╭──
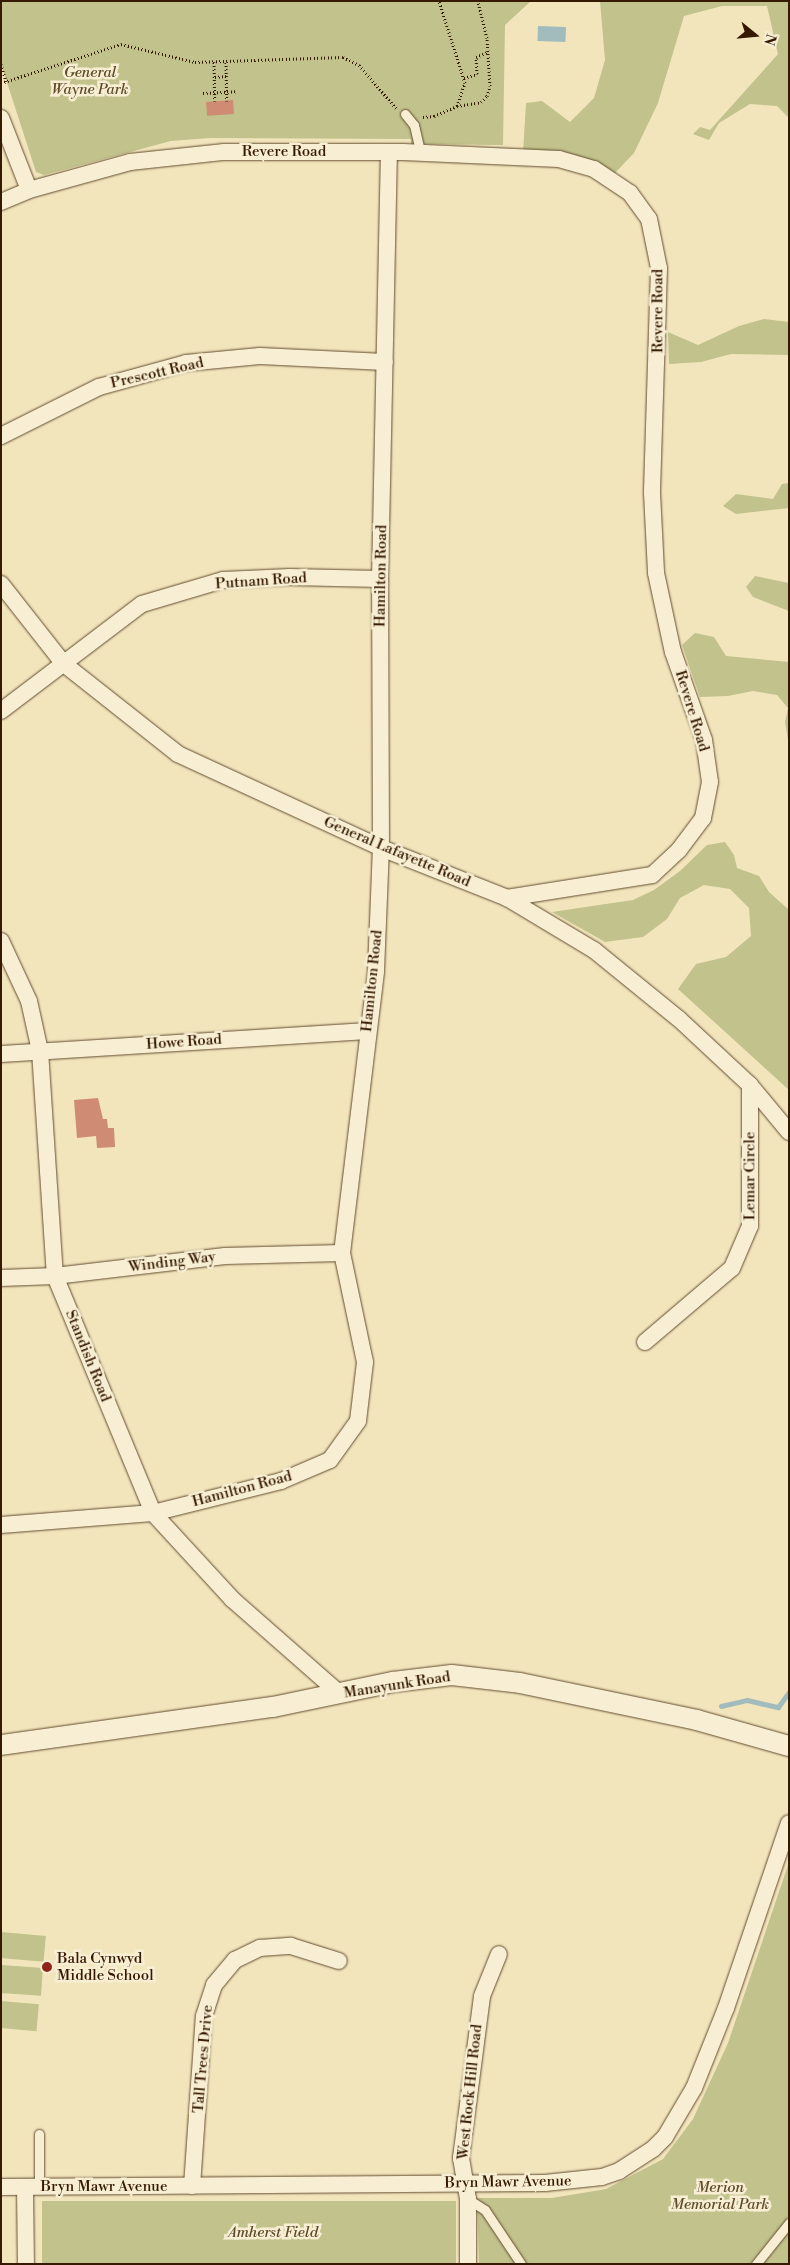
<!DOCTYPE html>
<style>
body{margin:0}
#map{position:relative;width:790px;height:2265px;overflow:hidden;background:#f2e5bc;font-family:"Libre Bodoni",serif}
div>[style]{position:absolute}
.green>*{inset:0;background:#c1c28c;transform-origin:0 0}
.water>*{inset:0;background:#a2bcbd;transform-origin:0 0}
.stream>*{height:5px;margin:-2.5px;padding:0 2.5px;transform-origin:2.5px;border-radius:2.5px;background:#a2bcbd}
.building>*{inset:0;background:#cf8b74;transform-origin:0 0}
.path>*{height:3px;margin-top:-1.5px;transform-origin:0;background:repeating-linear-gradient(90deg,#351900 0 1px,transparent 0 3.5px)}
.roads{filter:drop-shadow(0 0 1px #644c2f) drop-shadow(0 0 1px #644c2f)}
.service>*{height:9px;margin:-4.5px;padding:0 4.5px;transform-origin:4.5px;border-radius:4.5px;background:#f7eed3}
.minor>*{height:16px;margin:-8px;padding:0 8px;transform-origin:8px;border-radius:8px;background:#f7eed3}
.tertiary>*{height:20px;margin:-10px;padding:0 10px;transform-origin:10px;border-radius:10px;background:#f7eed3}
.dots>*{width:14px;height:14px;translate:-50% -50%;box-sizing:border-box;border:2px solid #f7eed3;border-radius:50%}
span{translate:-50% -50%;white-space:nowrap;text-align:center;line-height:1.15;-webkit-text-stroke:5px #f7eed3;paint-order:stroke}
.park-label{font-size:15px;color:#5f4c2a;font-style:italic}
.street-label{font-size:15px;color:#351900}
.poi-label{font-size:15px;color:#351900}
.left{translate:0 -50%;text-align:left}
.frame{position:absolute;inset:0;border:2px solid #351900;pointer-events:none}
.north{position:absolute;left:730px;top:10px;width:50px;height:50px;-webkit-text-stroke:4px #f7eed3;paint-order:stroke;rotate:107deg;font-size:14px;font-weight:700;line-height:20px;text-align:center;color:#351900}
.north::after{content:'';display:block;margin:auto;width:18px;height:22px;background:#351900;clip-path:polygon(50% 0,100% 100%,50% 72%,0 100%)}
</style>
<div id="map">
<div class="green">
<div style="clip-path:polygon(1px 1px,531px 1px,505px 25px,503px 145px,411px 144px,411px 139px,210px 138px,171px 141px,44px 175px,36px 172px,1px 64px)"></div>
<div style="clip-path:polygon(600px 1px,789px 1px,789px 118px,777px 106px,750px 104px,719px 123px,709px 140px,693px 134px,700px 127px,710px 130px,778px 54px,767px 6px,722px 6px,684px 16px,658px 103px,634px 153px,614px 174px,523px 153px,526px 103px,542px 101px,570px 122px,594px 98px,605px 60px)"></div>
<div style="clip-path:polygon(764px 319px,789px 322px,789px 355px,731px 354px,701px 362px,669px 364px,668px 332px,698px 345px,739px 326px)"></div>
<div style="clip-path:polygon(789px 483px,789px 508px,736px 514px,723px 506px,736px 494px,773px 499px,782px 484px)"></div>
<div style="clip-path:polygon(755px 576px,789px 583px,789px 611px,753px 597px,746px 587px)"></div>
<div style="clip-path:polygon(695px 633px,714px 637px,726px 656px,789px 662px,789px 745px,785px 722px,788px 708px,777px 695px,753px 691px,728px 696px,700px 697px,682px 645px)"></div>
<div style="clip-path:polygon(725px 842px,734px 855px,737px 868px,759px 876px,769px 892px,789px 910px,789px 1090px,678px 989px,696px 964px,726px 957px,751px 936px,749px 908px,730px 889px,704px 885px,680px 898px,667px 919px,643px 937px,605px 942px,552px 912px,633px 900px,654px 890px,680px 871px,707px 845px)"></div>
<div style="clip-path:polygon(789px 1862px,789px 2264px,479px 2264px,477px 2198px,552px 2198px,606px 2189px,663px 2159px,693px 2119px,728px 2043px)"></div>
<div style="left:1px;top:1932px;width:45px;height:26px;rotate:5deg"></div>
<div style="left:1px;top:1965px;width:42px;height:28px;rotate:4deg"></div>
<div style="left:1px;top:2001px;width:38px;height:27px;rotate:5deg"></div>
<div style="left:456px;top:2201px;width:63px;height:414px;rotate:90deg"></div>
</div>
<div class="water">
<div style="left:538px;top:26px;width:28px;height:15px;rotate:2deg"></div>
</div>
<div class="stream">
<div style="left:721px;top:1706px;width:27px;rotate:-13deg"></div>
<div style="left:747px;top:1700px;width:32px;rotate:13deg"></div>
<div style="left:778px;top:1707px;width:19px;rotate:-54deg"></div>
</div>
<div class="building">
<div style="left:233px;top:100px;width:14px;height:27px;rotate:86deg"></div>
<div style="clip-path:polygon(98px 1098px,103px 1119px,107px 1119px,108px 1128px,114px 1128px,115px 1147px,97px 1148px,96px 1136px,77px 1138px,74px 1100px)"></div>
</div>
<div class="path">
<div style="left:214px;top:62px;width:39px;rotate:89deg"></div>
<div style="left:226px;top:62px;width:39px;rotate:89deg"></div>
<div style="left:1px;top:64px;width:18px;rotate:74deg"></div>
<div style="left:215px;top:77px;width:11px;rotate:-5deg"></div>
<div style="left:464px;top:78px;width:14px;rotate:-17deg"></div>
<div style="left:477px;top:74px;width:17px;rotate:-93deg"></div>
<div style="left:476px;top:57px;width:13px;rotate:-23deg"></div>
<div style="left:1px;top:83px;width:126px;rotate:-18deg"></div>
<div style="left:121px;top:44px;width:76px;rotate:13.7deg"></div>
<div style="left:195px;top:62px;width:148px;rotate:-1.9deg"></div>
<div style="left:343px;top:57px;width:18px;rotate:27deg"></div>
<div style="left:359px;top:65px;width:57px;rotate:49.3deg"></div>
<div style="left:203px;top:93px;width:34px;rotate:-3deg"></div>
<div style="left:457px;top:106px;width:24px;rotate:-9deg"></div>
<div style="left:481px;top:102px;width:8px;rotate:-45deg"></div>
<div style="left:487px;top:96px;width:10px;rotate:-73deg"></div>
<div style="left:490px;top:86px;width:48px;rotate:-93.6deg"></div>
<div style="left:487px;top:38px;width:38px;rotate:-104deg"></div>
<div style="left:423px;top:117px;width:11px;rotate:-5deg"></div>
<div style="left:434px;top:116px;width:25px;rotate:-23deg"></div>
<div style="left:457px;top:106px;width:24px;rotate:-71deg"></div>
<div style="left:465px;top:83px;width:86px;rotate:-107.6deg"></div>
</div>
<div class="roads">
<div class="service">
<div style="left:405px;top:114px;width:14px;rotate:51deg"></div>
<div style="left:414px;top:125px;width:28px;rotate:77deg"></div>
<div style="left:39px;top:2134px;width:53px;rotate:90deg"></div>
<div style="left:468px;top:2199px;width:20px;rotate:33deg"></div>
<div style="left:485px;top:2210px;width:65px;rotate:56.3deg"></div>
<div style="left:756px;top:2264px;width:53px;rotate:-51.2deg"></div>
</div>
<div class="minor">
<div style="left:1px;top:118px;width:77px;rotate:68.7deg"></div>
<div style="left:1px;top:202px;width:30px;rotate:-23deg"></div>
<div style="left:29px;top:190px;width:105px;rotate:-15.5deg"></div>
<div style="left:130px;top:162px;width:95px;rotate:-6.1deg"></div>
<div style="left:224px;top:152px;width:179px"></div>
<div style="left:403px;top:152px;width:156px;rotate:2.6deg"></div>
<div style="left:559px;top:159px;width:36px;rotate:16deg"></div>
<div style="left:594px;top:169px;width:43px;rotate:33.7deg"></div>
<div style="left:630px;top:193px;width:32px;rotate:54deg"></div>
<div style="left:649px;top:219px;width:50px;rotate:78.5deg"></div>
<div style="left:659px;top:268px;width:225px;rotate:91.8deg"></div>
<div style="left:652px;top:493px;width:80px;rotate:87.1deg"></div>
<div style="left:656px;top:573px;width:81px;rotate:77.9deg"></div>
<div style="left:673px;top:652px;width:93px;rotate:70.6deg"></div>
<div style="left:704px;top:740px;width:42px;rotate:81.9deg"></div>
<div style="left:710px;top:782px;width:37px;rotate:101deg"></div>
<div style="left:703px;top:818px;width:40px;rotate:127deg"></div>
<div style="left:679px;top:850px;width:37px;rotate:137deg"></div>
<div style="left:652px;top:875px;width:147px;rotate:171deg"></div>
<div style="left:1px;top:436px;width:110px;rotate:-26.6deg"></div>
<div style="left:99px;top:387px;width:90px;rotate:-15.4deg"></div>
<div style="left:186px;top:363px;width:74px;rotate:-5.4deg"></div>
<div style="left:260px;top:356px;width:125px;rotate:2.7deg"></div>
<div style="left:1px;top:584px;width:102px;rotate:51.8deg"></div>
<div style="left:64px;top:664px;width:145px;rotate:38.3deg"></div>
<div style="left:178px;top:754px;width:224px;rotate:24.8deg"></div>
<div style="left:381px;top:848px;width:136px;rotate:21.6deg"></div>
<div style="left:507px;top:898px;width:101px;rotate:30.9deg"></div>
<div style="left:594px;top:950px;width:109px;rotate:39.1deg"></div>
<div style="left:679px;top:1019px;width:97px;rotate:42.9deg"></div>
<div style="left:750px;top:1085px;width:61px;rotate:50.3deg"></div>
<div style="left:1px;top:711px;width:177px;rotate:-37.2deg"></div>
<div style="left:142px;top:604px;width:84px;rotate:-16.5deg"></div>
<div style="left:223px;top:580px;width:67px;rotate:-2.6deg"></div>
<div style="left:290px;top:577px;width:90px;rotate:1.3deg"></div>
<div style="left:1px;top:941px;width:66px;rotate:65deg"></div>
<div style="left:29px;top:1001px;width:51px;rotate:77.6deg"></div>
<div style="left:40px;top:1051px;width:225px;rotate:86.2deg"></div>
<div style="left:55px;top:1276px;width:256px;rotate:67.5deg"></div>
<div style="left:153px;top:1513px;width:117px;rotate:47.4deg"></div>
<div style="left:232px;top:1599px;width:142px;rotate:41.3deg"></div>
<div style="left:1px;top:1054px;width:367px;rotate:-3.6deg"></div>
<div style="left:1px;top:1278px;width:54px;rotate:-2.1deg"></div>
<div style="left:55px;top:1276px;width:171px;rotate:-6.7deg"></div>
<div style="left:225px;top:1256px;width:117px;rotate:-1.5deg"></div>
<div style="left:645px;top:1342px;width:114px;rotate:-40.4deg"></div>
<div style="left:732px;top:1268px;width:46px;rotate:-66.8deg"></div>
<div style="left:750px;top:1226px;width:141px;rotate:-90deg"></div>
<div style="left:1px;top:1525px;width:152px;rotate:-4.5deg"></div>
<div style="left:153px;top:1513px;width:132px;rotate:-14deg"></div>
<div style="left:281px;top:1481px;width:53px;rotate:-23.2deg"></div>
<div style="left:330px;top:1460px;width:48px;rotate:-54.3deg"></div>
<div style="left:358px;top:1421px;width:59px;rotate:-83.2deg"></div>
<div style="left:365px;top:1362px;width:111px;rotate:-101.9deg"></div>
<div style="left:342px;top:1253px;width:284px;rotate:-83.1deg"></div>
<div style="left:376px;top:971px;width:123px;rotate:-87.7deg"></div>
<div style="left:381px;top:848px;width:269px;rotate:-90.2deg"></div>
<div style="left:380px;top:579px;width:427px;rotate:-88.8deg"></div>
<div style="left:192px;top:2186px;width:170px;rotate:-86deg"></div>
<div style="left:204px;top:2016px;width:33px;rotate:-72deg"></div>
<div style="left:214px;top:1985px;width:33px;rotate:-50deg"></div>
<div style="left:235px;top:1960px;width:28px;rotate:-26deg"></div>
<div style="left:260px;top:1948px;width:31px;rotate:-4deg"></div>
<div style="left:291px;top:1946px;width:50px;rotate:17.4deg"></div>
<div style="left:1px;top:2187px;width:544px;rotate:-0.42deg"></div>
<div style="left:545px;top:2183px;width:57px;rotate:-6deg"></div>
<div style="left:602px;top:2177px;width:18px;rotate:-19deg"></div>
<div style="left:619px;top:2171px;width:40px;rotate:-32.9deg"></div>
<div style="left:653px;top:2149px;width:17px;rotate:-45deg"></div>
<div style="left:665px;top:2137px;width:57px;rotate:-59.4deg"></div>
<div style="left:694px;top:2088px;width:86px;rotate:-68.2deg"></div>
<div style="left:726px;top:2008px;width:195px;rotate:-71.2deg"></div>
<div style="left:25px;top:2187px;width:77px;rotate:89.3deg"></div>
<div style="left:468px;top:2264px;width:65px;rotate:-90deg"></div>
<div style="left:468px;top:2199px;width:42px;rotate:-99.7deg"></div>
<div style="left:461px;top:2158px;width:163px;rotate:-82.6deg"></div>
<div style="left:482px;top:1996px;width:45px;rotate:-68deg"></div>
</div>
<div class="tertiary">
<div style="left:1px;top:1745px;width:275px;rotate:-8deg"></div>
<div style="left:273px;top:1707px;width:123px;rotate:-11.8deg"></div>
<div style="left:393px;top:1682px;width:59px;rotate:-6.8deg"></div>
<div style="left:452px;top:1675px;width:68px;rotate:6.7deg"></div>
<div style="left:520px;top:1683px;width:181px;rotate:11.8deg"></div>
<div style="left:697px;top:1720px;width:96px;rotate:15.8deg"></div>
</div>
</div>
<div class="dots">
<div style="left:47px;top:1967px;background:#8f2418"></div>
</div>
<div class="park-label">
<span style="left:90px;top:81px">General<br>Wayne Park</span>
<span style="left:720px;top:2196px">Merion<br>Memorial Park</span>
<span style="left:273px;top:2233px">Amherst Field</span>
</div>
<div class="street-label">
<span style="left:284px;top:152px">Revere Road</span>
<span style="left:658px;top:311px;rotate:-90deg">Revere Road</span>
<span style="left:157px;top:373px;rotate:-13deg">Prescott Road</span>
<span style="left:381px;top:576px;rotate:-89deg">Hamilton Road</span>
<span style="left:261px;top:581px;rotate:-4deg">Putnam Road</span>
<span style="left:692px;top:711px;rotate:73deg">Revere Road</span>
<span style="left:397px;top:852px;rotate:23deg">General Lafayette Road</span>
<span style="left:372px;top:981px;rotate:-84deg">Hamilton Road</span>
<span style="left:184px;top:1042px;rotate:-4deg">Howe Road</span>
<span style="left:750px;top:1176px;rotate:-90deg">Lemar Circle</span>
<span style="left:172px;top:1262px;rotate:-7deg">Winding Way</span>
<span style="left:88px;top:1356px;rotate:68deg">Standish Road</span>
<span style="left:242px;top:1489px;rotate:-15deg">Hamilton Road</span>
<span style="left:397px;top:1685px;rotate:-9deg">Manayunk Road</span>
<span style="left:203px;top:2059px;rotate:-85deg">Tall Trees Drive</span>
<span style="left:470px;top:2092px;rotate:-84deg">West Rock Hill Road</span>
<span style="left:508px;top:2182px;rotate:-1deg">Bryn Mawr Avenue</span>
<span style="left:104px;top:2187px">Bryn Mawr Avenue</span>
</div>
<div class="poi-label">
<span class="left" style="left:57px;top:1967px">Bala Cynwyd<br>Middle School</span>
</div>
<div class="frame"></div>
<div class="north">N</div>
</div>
╰──
WORK REQUIRED »
From the preceding records, count the lines where "service" occurs and reply with the number only.

TASK ANSWER »
2